Takeda was a man who was known for engaging in unconventional warfare, and he, unlike many men of his time, saw value in women and believed that women made ideal spies/messengers as they had access to places that men did not and were often overlooked. When Takeda’s nephew Mochizuki Nobumasa, the samurai warlord of Mochizuki Castle, died in 1561 in the Battle of Kawanakajima, Takeda decided to approach his nephew’s wife Mochizuki Chiyome, and he asked her to secretly recruit and train girls to be intelligence operatives. Mochizuki agreed to take up his task, and she opened a secret training grounds (which others would come to believe was a center that helped women) in the village of Nazu, in Chiisa-gun of Shinshu (present-day Nagano).

Mochizuki recruited several different kinds of girls for her school.

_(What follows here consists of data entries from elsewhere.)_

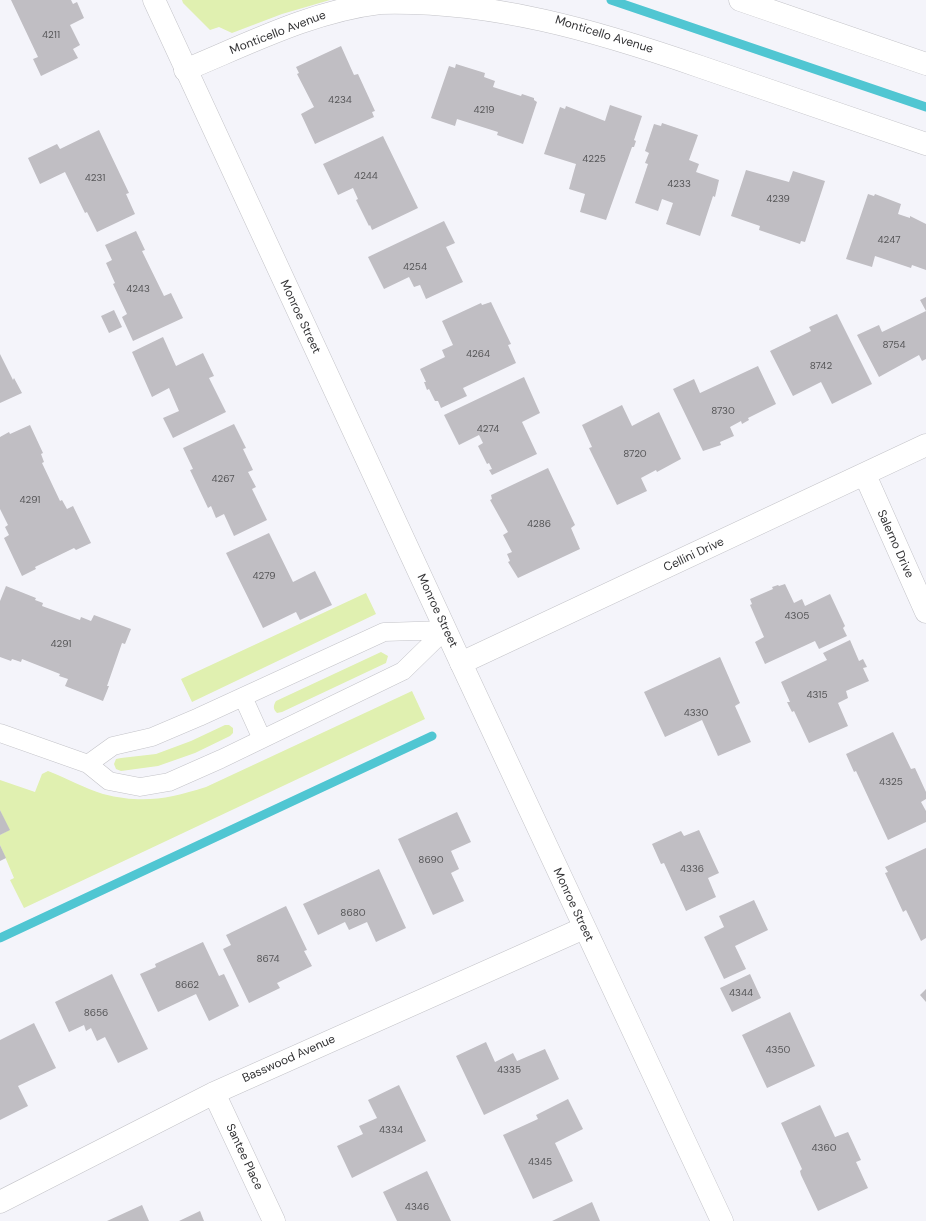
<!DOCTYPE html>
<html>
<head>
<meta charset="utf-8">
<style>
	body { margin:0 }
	canvas { display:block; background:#f4f4fa }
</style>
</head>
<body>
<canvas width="926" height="1221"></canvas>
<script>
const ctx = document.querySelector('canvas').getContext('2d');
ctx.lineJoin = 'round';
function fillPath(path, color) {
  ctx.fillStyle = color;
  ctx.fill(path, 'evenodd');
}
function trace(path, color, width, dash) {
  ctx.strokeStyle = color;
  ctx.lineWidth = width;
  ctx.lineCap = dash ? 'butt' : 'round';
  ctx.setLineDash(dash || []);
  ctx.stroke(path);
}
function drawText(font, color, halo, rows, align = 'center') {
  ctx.font = font + ' "DM Sans",sans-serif';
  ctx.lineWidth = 3;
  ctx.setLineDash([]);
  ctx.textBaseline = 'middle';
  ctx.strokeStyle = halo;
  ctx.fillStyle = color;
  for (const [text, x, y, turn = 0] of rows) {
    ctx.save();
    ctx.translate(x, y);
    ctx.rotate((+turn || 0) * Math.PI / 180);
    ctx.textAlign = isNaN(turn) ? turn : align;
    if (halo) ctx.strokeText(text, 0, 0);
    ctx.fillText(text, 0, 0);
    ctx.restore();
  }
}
fillPath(new Path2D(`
	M 182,0 L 330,0 L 282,14 L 232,33 L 219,27 L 210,30 L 183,3 Z
	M 366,593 L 376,614 L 192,702 L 181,679 Z
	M 381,652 L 388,656 L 386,663 L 282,712 L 277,713 C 273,709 273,706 276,701 Z
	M 412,691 L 425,719 L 24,908 L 10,880 L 14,878 L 0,845 L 0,835 L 9,830 L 0,810 L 0,780 L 35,792 L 42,774 L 48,771 C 66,778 86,789 103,794 C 143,804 168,799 206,787 Z
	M 225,725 L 229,725 L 233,728 L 233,733 L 230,736 L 195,753 L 158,766 L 121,771 L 116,769 L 114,764 L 116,759 L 121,758 L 156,754 L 191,741 Z`), '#e0f0b0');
trace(new Path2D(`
	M 611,0 L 926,107
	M 0,938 L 432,736`), '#50c6d2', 9);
fillPath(new Path2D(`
	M 11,0 L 71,0 L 73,4 L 77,2 L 84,18 L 70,25 L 80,45 L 73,49 L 78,58 L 41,76 L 33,59 L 38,57 Z
	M 341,46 L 354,75 L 358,74 L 375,111 L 372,112 L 374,117 L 315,144 L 301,114 L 314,107 L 297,74 L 299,73 L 296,67 Z
	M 456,64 L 485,73 L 484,77 L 495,81 L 493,87 L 521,96 L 522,94 L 534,98 L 534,100 L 537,102 L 523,144 L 497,135 L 498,132 L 457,119 L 455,126 L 431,118 L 449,66 L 455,68 Z
	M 610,105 L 642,116 L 634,140 L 636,141 L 634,147 L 632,147 L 606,220 L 580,212 L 585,194 L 569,189 L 576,164 L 544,154 L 560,107 L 565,109 L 566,106 L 605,121 Z
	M 662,123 L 698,135 L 689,160 L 699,164 L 696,172 L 719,180 L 715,197 L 713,196 L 700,236 L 666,224 L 673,203 L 662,199 L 658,211 L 635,203 L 648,164 L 645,163 L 649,153 L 645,151 L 654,124 L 661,126 Z
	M 99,130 L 129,193 L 126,194 L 135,214 L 97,232 L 87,212 L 85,213 L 65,172 L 40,184 L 28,158 L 57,144 L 60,149 Z
	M 383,136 L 418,208 L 372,230 L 370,225 L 369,226 L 356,200 L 358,199 L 353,188 L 338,195 L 323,164 Z
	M 746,170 L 789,182 L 793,171 L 825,181 L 805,242 L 801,241 L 800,244 L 759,230 L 760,226 L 731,216 Z
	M 868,194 L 874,196 L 875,194 L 901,204 L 898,214 L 910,218 L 910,216 L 926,224 L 926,270 L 912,265 L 911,268 L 875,256 L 872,267 L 846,259 Z
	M 444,221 L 455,243 L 446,247 L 463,282 L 426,299 L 420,285 L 414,287 L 409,277 L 384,289 L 368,257 Z
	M 136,231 L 145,250 L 142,251 L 164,296 L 171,293 L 183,318 L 133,341 L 122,317 L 127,314 L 113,284 L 115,283 L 106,263 L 112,260 L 105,245 Z
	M 926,297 L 926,359 L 922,361 L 919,355 L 879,377 L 857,335 L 879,325 L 882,332 L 926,311 L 920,300 Z
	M 491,302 L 511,344 L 508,345 L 516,363 L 463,388 L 467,396 L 441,408 L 438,401 L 435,401 L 429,389 L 427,390 L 424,382 L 426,382 L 420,369 L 445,357 L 442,350 L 453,345 L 442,321 L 481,303 L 482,305 Z
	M 114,310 L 122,327 L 109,333 L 101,316 Z
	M 837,314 L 872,384 L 832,404 L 821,382 L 793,396 L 770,351 L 811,331 L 809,327 Z
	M 163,337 L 176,366 L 203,353 L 214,376 L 209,378 L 226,412 L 173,438 L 163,418 L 179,411 L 169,388 L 152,397 L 132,352 Z
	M 0,354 L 13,380 L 14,378 L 22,393 L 0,403 Z
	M 758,366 L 776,404 L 748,418 L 749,420 L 742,424 L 741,421 L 730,427 L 734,436 L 720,442 L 721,445 L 703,451 L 673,389 L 694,379 L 700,393 Z
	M 524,377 L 540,413 L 522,422 L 537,454 L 492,475 L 489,470 L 492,469 L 489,463 L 487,464 L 478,446 L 483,443 L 479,435 L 459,445 L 444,415 Z
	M 622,405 L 632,426 L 659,412 L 681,459 L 657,472 L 656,470 L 641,478 L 647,491 L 617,505 L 589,448 L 592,447 L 582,425 Z
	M 234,424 L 246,448 L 243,449 L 253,470 L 248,472 L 256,487 L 252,489 L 267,520 L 234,536 L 224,514 L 216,518 L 211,506 L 208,508 L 190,470 L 193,469 L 183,448 Z
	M 30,425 L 43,453 L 41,454 L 44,462 L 42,463 L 60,501 L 62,500 L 67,509 L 73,506 L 91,543 L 76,550 L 74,548 L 35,567 L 36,569 L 22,576 L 4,538 L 9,535 L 5,527 L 8,525 L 0,509 L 0,437 L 9,432 L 10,434 Z
	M 548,468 L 575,525 L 571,528 L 580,549 L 518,578 L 508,562 L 510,561 L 507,554 L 512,552 L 503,535 L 508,532 L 490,500 L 492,499 L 491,495 Z
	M 269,533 L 293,582 L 315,571 L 332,605 L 300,620 L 296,612 L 263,628 L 226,553 Z
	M 785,584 L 794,603 L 802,599 L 805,606 L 830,594 L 845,626 L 843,628 L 847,636 L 819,649 L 815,641 L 765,664 L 755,642 L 764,637 L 750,605 L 752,604 L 750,599 L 773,589 L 772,587 L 778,585 L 779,586 Z
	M 6,586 L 36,598 L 35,600 L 43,603 L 42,606 L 80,620 L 81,617 L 91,621 L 94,615 L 131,629 L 125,644 L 122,643 L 107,686 L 109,686 L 103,701 L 65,686 L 68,679 L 59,676 L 60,674 L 22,659 L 21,662 L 12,659 L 11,661 L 0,657 L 0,601 Z
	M 850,640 L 859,661 L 863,659 L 867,667 L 863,668 L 869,681 L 846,691 L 848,698 L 838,703 L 848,726 L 809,743 L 794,711 L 792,712 L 787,702 L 790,702 L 781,682 L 827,660 L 823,653 Z
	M 720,657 L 740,703 L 735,706 L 751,742 L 718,756 L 702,720 L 665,737 L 644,692 Z
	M 893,732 L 911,769 L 915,768 L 926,792 L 926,799 L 921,802 L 926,811 L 926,822 L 888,840 L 856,771 L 854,772 L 846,754 Z
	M 0,810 L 10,830 L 0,835 Z
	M 457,812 L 471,842 L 451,851 L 459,869 L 451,873 L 464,901 L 433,915 L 398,839 Z
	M 699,830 L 719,873 L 708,878 L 716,897 L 686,911 L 664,863 L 661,864 L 652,844 L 681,831 L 684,836 Z
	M 0,845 L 6,858 L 0,861 Z
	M 926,848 L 926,938 L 921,941 L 906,910 L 903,912 L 885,873 L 888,872 L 885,867 Z
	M 379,869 L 406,928 L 376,942 L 367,922 L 349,930 L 345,922 L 318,935 L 303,904 Z
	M 754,900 L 768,930 L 735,946 L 746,969 L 724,979 L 704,937 L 724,927 L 719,916 Z
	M 286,906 L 307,950 L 304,951 L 312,966 L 277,983 L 280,988 L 249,1003 L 223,949 L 231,945 L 226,935 Z
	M 203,942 L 219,976 L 224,974 L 239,1006 L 209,1021 L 196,994 L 158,1012 L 140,974 L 156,967 L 155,964 Z
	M 112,974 L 148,1049 L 118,1063 L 105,1037 L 97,1041 L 91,1028 L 86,1031 L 84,1025 L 69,1032 L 55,1002 Z
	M 750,974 L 761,998 L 732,1012 L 720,988 Z
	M 926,989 L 926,1002 L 920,995 Z
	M 790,1012 L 815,1066 L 767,1088 L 742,1035 Z
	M 34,1023 L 56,1068 L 18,1086 L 28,1106 L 0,1120 L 0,1040 Z
	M 486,1042 L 495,1062 L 513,1053 L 517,1061 L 545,1049 L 559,1079 L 484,1115 L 456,1056 Z
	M 399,1085 L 426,1141 L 352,1178 L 337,1146 L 363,1134 L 359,1126 L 377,1118 L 368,1100 Z
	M 568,1099 L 583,1129 L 555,1143 L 573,1181 L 533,1199 L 503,1135 L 538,1119 L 536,1115 Z
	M 820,1105 L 835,1137 L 848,1132 L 861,1160 L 856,1162 L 868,1188 L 818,1211 L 801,1175 L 800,1171 L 802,1169 L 781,1123 Z
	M 427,1171 L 451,1221 L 397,1221 L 383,1192 Z
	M 592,1202 L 600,1221 L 552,1221 Z
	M 142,1205 L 149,1221 L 107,1221 Z
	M 200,1211 L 204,1221 L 179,1221 Z`), '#c0bec3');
const service = new Path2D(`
	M 445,630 L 403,671 L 221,759 L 169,782 L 140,787 L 109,781 L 88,764 L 113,746 L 152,737 L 199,717 L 384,632 Z
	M 243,697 L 262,739
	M 0,733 L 88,764`);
const minor = new Path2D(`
	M 740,0 L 926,64
	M 185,70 C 248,44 312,11 380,3 C 492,0 597,31 701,67 C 776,93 851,119 926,144
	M 865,475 L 926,612
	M 461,663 L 926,445
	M 214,1093 L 274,1221
	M 0,1202 L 214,1093 L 584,928`);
const tertiary = new Path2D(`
	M 154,0 L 461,663 L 722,1221`);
trace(service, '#c3c3c8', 19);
trace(minor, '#c3c3c8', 23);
trace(tertiary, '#c3c3c8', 23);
trace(service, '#fff', 18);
trace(minor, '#fff', 22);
trace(tertiary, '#fff', 22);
drawText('10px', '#565658', null, [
	["4211",51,35],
	["4234",340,100],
	["4219",484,110],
	["4225",594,159],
	["4244",366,176],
	["4231",95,178],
	["4233",679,184],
	["4239",778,199],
	["4247",889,240],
	["4254",415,267],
	["4243",138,289],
	["8754",894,345],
	["4264",478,354],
	["8742",821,366],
	["8730",723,411],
	["4274",488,429],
	["8720",635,454],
	["4267",223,479],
	["4291",30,500],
	["4286",539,524],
	["4279",264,576],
	["4305",797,616],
	["4291",61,644],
	["4315",817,695],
	["4330",696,713],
	["4325",891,782],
	["8690",431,860],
	["4336",692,869],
	["8680",353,913],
	["8674",268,959],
	["8662",187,985],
	["4344",741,993],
	["8656",96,1013],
	["4350",778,1050],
	["4335",509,1070],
	["4334",391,1130],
	["4360",824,1148],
	["4345",540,1162],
	["4346",417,1207]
]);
drawText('12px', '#333335', '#fff', [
	["Monticello Avenue",278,33,-21],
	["Monticello Avenue",604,35,17],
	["Monroe Street",300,317,65],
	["Salerno Drive",895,544,66],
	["Cellini Drive",694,555,-25],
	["Monroe Street",437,611,65],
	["Monroe Street",573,905,65],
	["Basswood Avenue",289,1059,-24],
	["Santee Place",244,1157,65]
]);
</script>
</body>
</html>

Most often though, Mochizuki recruited girls who were prostitutes, widows and/or had been orphaned or abandoned, and she trained her girls in several different arts.

Some of the arts that were taught to Mochizuki’s students were religion, sexuality and martial arts. Of these subjects, religion was one of the most important as the miko (shrine maidens) of that time period functioned as shamans, and they (the mikos) freely wandered the countryside unchaperoned. A miko was thus the perfect disguise for kunoichi as no one questioned why a lone miko was on her own nor would people suspect her of being a spy, and this disguise was so initially popular with Mochizuki’s operatives (they later disguised themselves as actresses, prostitutes and geisha) that her girls are now known as the aruki miko or “walking maidens.”

Besides the fact that Mochizuki founded the first kunoichi school, not much else is really known about Mochizuki or her operatives. For example, no one knows when or how Mochizuki died nor is it known what happened to the aruki miko (though it is guessed that the aruki miko lived short lives and were met by a brutal end). In fact, the very existence of the aruki miko was so secretive that it wasn’t until years after Takeda’s death (which occurred in 1573 under mysterious circumstances) that anyone even heard of the kunoichi. This, of course, is very fitting considering Mochizuki and the aruki miko’s occupation.

Mochizuki and the aruki miko worked a trade that required the upmost secrecy, and they were so good at their jobs that 500 years later historians still know next to nothing about them. This is a feat that Mochizuki and the aruki miko would most likely be proud of so I can only say cheers to the mysterious Mochizuki Chiyome and the aruki miko, some of the hardest working, least-known women in history!